Records for this exercise =>
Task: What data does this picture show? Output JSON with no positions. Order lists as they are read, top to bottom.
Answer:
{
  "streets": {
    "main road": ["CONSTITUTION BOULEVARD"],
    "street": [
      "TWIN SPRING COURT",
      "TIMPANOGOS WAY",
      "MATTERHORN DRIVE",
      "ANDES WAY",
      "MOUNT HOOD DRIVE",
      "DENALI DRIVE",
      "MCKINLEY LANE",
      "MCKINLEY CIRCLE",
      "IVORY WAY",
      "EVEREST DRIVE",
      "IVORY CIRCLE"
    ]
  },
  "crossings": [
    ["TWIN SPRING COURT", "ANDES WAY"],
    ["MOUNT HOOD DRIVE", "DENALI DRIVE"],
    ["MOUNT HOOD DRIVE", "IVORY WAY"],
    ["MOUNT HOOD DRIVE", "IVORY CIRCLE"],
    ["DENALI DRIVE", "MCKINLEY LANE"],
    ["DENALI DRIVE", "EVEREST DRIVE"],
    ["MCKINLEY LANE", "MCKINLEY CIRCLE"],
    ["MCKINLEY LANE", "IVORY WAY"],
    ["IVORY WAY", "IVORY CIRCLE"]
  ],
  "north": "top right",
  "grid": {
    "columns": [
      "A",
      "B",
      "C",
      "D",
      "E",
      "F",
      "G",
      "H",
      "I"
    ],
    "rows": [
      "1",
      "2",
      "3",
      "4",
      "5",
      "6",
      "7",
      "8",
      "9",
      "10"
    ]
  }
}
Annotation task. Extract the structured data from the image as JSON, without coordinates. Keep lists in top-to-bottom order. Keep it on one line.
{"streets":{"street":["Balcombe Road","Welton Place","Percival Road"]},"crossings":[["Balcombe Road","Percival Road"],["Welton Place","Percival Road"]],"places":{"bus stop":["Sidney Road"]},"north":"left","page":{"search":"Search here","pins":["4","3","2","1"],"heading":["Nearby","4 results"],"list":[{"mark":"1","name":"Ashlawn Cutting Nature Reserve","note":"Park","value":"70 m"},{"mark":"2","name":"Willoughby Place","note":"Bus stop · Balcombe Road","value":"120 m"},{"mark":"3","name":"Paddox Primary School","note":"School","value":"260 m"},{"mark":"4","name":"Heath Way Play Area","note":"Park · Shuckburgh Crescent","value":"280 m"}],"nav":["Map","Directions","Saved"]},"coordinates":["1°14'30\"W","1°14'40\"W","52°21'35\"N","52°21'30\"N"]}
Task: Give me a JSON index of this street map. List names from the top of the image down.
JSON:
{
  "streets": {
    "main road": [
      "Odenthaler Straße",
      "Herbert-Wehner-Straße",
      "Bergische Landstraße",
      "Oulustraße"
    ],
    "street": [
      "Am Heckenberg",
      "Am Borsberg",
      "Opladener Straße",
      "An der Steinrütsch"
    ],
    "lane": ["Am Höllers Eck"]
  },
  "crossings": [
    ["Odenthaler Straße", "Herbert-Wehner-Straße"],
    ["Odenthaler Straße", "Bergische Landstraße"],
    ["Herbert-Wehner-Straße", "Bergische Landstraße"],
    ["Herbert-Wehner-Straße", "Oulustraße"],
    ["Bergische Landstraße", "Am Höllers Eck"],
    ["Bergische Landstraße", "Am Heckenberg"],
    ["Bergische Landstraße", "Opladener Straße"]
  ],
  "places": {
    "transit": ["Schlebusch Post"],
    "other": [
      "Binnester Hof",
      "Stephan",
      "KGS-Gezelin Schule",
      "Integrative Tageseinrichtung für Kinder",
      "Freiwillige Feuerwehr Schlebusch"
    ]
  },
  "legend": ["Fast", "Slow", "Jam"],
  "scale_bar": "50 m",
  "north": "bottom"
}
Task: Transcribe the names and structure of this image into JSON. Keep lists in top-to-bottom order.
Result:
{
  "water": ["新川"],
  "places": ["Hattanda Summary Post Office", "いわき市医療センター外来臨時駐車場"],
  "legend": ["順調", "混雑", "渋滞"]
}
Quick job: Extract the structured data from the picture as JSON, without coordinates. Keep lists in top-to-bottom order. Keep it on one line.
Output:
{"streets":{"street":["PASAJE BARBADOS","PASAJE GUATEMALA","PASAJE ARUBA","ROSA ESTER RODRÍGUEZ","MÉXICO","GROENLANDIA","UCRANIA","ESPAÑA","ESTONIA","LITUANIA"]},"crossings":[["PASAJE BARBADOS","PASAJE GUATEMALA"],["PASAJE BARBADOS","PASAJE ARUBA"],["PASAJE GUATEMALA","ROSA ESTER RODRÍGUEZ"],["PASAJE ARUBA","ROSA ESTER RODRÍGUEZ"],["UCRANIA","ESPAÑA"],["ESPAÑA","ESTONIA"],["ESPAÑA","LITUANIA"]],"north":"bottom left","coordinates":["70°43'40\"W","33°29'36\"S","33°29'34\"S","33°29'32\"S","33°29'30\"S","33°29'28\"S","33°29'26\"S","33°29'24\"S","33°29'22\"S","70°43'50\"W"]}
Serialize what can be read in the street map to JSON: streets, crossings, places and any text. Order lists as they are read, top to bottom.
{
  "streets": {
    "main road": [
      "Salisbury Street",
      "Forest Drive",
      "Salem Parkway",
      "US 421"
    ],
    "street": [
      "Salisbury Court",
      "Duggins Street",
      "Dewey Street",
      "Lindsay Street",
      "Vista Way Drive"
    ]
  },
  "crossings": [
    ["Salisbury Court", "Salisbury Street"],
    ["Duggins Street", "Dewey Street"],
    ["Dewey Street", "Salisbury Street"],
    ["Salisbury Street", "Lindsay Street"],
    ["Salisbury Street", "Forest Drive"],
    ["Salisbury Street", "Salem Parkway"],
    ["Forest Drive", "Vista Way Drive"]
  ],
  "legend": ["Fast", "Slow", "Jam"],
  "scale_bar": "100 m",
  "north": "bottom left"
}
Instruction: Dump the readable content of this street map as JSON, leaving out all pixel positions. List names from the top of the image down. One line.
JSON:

Work to be completed => The answer should be an exact copy of the lines from the first line of the data through the line with "Task: Give me" and should contain nothing else.

Result of the exercise =>
Task: What data does this picture show? Output JSON with no positions. Order lists as they are read, top to bottom.
Answer:
{
  "streets": {
    "main road": ["CONSTITUTION BOULEVARD"],
    "street": [
      "TWIN SPRING COURT",
      "TIMPANOGOS WAY",
      "MATTERHORN DRIVE",
      "ANDES WAY",
      "MOUNT HOOD DRIVE",
      "DENALI DRIVE",
      "MCKINLEY LANE",
      "MCKINLEY CIRCLE",
      "IVORY WAY",
      "EVEREST DRIVE",
      "IVORY CIRCLE"
    ]
  },
  "crossings": [
    ["TWIN SPRING COURT", "ANDES WAY"],
    ["MOUNT HOOD DRIVE", "DENALI DRIVE"],
    ["MOUNT HOOD DRIVE", "IVORY WAY"],
    ["MOUNT HOOD DRIVE", "IVORY CIRCLE"],
    ["DENALI DRIVE", "MCKINLEY LANE"],
    ["DENALI DRIVE", "EVEREST DRIVE"],
    ["MCKINLEY LANE", "MCKINLEY CIRCLE"],
    ["MCKINLEY LANE", "IVORY WAY"],
    ["IVORY WAY", "IVORY CIRCLE"]
  ],
  "north": "top right",
  "grid": {
    "columns": [
      "A",
      "B",
      "C",
      "D",
      "E",
      "F",
      "G",
      "H",
      "I"
    ],
    "rows": [
      "1",
      "2",
      "3",
      "4",
      "5",
      "6",
      "7",
      "8",
      "9",
      "10"
    ]
  }
}
Annotation task. Extract the structured data from the image as JSON, without coordinates. Keep lists in top-to-bottom order. Keep it on one line.
{"streets":{"street":["Balcombe Road","Welton Place","Percival Road"]},"crossings":[["Balcombe Road","Percival Road"],["Welton Place","Percival Road"]],"places":{"bus stop":["Sidney Road"]},"north":"left","page":{"search":"Search here","pins":["4","3","2","1"],"heading":["Nearby","4 results"],"list":[{"mark":"1","name":"Ashlawn Cutting Nature Reserve","note":"Park","value":"70 m"},{"mark":"2","name":"Willoughby Place","note":"Bus stop · Balcombe Road","value":"120 m"},{"mark":"3","name":"Paddox Primary School","note":"School","value":"260 m"},{"mark":"4","name":"Heath Way Play Area","note":"Park · Shuckburgh Crescent","value":"280 m"}],"nav":["Map","Directions","Saved"]},"coordinates":["1°14'30\"W","1°14'40\"W","52°21'35\"N","52°21'30\"N"]}
Task: Give me a JSON index of this street map. List names from the top of the image down.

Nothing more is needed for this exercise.